/ioccc-ag

Best Utility (grep) - IOCCC 1993 Winner

Primary LanguageCBSD Zero Clause License0BSD

ag - Anthony's Grep

1. SYNOPSIS

ag pattern [file...]

2. DESCRIPTION

The AG utility shall search input files, selecting lines matching a pattern. An input line shall be selected if the pattern, treated as a subset of Extended Regular Expressions as described by POSIX.2 Standard section 2.8.4, matches any part of the line; a null pattern shall match every line. Each selected input line shall be written to the standard output.
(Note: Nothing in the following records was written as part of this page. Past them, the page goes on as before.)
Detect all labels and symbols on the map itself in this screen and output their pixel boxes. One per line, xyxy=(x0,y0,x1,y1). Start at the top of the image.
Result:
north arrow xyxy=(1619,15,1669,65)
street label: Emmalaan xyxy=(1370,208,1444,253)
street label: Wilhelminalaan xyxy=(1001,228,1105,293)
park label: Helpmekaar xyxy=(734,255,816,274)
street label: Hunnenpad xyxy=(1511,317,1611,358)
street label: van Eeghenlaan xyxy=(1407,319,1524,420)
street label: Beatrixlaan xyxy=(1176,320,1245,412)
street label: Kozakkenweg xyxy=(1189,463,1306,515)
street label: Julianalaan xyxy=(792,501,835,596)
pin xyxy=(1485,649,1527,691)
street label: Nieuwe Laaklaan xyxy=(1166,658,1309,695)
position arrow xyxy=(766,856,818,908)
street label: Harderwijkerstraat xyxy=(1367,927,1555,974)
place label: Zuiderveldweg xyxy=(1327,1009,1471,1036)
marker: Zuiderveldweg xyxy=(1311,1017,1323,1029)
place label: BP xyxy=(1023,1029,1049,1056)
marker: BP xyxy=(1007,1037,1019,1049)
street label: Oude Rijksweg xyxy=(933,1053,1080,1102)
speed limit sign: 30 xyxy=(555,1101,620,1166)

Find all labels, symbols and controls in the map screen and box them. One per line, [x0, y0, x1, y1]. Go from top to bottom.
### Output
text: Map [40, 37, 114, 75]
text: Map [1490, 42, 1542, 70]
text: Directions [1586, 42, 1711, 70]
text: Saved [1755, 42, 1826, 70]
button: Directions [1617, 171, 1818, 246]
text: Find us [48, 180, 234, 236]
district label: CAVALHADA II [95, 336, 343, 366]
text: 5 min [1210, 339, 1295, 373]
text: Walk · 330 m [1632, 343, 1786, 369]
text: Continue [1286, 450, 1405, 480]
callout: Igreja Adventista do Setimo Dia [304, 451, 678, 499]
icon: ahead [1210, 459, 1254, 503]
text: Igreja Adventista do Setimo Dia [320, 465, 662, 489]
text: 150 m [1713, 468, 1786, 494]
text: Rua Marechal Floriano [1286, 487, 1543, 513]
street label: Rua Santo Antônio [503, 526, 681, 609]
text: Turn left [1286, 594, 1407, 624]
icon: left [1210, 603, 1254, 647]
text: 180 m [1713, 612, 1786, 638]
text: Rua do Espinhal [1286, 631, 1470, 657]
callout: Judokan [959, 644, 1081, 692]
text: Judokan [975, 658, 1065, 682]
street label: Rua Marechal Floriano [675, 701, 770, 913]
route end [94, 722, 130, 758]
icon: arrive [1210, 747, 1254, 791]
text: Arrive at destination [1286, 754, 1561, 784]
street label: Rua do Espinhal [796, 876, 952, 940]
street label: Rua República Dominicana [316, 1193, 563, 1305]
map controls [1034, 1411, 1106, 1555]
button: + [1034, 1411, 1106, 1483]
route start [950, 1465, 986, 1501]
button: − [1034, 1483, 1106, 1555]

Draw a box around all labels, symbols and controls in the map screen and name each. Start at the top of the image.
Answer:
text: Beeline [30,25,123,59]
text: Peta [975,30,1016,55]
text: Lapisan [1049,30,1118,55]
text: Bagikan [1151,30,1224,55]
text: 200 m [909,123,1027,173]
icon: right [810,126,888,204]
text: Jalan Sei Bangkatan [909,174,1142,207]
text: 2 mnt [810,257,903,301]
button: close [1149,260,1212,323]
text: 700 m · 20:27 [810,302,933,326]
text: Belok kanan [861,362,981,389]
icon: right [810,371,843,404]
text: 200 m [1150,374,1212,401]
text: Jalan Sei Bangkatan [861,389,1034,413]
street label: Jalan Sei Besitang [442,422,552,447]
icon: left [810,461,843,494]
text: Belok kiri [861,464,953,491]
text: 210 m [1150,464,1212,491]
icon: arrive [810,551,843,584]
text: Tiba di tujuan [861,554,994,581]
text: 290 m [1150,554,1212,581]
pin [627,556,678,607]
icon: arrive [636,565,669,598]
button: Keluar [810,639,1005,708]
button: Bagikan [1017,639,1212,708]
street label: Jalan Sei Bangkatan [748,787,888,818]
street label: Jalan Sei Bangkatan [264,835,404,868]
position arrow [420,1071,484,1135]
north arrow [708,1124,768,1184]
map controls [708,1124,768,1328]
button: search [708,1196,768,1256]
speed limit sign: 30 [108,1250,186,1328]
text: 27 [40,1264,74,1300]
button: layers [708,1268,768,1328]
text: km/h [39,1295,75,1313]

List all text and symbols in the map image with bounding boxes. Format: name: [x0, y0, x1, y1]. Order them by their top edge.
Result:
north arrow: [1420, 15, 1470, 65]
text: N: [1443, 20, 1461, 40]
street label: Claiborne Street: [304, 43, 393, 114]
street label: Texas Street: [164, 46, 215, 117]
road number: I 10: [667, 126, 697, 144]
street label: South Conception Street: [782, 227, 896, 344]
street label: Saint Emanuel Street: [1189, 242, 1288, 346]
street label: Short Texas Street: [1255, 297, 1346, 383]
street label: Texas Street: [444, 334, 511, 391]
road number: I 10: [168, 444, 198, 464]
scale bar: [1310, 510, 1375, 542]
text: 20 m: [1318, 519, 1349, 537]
Regular expression matching shall be based on text lines, which are separated by a <newline> character. A regular expression cannot contain a <newline> and there is no way for a pattern to match a <newline> found in the input.

3. OPTIONS

None.

4. OPERANDS

  • pattern Specify one pattern to be used during the search for input. See Extended Regular Exprssions below on what constitutes a valid pattern.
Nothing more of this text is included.